====== Entries supplied

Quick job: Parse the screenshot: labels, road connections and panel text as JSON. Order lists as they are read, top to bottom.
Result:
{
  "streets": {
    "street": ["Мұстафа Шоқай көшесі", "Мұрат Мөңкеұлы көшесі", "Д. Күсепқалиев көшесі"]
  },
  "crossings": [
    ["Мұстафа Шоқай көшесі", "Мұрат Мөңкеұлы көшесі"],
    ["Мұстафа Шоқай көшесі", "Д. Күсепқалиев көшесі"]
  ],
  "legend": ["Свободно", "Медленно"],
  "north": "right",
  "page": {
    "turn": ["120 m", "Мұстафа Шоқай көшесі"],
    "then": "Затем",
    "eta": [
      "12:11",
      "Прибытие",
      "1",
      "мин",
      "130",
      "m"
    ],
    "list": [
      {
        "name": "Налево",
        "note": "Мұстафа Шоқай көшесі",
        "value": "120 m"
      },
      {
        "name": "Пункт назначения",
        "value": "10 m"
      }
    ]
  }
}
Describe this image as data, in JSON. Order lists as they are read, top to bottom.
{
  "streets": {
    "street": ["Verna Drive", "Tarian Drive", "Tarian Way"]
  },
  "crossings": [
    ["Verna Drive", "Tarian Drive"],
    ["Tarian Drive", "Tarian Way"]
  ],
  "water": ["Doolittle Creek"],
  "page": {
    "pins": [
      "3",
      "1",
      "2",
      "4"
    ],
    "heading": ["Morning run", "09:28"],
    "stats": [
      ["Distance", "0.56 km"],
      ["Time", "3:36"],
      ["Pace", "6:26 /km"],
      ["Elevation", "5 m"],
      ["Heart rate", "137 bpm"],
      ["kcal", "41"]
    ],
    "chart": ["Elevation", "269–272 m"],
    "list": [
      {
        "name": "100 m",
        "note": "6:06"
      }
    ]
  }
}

============

Work required:
What is needed is an exact transcription of every entry.

Answer box:
Quick job: Parse the screenshot: labels, road connections and panel text as JSON. Order lists as they are read, top to bottom.
Result:
{
  "streets": {
    "street": ["Мұстафа Шоқай көшесі", "Мұрат Мөңкеұлы көшесі", "Д. Күсепқалиев көшесі"]
  },
  "crossings": [
    ["Мұстафа Шоқай көшесі", "Мұрат Мөңкеұлы көшесі"],
    ["Мұстафа Шоқай көшесі", "Д. Күсепқалиев көшесі"]
  ],
  "legend": ["Свободно", "Медленно"],
  "north": "right",
  "page": {
    "turn": ["120 m", "Мұстафа Шоқай көшесі"],
    "then": "Затем",
    "eta": [
      "12:11",
      "Прибытие",
      "1",
      "мин",
      "130",
      "m"
    ],
    "list": [
      {
        "name": "Налево",
        "note": "Мұстафа Шоқай көшесі",
        "value": "120 m"
      },
      {
        "name": "Пункт назначения",
        "value": "10 m"
      }
    ]
  }
}
Describe this image as data, in JSON. Order lists as they are read, top to bottom.
{
  "streets": {
    "street": ["Verna Drive", "Tarian Drive", "Tarian Way"]
  },
  "crossings": [
    ["Verna Drive", "Tarian Drive"],
    ["Tarian Drive", "Tarian Way"]
  ],
  "water": ["Doolittle Creek"],
  "page": {
    "pins": [
      "3",
      "1",
      "2",
      "4"
    ],
    "heading": ["Morning run", "09:28"],
    "stats": [
      ["Distance", "0.56 km"],
      ["Time", "3:36"],
      ["Pace", "6:26 /km"],
      ["Elevation", "5 m"],
      ["Heart rate", "137 bpm"],
      ["kcal", "41"]
    ],
    "chart": ["Elevation", "269–272 m"],
    "list": [
      {
        "name": "100 m",
        "note": "6:06"
      }
    ]
  }
}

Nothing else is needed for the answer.